DDPM’s key insight: instead of predicting the denoised image directly, have the model predict the noise at the current timestep. The training loss is remarkably simple:

$\mathcal{L} = \mathbb{E}_{t, x_0, \epsilon}\left[\| \epsilon - \epsilon_\theta(x_t, t) \|^2\right]$

A straightforward MSE between the model’s predicted noise $\epsilon_\theta$ and the actual noise $\epsilon$ that was added.

Denoising Step: 0/10

Click “Next Step” to observe: at each step the model predicts the noise component (middle grid), then subtracts it from the current image to produce a cleaner result. After all steps, pure noise is restored into a coherent image.

Noise Schedules

The schedule of $\beta_t$ significantly impacts generation quality.

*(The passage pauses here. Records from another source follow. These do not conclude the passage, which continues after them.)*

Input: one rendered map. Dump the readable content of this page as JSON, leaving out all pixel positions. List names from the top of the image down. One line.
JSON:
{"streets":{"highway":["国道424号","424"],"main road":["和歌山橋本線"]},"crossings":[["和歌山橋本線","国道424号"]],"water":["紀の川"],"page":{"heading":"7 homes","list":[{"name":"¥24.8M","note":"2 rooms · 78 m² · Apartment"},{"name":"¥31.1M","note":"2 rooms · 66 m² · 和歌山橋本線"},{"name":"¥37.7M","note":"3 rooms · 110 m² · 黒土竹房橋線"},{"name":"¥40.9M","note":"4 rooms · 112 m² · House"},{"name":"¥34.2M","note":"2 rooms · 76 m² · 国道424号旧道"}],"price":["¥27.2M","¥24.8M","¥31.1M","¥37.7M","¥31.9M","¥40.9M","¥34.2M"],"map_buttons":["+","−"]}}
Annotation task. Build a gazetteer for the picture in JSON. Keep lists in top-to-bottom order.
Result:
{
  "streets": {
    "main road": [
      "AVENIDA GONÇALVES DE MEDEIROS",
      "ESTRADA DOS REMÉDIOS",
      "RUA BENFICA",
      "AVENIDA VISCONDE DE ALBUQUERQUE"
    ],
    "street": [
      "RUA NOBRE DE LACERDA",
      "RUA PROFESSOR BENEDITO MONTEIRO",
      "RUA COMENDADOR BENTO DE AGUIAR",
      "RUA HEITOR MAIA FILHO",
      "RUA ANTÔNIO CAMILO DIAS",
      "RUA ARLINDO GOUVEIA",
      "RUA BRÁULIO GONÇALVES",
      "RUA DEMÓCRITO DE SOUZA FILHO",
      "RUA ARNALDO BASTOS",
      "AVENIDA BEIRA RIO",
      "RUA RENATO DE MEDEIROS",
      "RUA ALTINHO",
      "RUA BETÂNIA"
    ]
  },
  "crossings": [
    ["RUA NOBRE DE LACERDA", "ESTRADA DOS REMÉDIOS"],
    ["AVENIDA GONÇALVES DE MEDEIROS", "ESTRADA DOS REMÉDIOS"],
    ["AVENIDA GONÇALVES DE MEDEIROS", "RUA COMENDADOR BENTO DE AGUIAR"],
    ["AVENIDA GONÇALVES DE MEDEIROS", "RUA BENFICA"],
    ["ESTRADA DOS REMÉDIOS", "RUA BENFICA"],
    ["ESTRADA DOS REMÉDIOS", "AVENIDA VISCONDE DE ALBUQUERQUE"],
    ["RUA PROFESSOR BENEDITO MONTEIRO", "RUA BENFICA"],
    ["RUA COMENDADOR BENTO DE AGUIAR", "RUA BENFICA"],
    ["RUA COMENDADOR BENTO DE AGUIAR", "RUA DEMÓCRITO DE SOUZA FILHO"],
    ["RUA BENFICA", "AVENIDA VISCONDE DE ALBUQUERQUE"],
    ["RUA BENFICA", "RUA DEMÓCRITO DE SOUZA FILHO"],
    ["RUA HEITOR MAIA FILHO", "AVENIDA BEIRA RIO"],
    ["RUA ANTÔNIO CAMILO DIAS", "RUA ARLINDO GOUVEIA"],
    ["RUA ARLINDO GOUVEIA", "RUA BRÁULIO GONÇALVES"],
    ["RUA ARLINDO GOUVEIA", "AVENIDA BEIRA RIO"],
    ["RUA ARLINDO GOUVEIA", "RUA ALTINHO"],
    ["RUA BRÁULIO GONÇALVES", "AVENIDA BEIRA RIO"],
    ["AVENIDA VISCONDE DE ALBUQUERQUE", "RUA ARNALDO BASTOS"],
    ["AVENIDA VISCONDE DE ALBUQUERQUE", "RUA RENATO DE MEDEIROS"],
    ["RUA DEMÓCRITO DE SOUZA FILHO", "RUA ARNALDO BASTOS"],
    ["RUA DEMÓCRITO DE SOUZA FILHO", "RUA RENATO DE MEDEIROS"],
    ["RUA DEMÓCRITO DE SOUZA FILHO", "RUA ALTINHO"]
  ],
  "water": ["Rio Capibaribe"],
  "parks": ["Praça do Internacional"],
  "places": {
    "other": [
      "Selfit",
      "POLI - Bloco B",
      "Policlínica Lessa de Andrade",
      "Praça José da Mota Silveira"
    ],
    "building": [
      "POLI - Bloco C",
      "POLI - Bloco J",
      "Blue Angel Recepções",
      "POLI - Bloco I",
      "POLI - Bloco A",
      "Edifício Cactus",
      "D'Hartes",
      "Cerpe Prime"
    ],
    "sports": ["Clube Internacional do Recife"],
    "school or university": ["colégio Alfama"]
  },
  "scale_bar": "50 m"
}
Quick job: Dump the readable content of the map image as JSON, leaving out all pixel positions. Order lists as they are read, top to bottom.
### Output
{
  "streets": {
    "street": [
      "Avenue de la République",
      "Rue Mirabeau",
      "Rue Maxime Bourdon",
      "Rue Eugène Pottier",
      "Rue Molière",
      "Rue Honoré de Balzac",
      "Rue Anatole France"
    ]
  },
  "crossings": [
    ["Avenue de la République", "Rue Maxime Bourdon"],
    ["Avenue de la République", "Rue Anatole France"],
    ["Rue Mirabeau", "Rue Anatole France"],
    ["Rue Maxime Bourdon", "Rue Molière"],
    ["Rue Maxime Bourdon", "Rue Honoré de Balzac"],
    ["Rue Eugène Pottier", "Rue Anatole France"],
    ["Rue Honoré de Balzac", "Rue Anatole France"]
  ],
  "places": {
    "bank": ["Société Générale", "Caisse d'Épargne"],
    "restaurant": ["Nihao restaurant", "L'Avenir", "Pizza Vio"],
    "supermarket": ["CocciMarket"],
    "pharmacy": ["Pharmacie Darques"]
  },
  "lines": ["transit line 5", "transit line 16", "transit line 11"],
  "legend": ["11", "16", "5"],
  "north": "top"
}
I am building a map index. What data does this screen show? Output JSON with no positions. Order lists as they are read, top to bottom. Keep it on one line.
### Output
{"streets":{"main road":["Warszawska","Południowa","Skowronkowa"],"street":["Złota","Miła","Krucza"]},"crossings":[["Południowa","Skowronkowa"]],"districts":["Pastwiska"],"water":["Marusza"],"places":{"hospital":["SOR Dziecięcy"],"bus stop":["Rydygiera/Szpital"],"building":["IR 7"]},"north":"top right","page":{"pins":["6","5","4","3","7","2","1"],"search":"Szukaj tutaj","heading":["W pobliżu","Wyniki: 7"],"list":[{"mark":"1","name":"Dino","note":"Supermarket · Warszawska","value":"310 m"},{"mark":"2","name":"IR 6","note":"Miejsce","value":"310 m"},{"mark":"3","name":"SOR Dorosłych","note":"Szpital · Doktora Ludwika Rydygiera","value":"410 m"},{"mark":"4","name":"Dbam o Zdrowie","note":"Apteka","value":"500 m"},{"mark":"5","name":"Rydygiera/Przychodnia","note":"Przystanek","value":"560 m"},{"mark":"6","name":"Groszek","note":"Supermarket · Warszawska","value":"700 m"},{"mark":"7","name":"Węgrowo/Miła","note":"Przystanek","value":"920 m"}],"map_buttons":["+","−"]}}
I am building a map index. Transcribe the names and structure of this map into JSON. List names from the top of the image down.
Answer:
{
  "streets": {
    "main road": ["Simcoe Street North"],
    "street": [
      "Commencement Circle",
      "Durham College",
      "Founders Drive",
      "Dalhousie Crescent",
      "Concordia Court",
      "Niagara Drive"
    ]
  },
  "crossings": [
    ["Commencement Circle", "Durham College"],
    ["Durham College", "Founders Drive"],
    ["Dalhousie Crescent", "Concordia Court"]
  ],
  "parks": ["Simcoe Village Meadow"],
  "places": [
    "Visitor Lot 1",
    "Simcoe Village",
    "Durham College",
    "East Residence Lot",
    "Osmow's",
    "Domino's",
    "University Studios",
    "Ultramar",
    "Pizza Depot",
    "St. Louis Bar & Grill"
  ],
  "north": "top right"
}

The original DDPM used a linear schedule ( $\beta_t$ increasing linearly from 0.0001 to 0.02), but subsequent work (Nichol & Dhariwal, 2021) identified problems with this approach.

The linear schedule flaw: $\bar{\alpha}_t$ drops too quickly in early timesteps, meaning many sampling steps are “wasted” in regions where noise is already dominant and signal changes are minimal.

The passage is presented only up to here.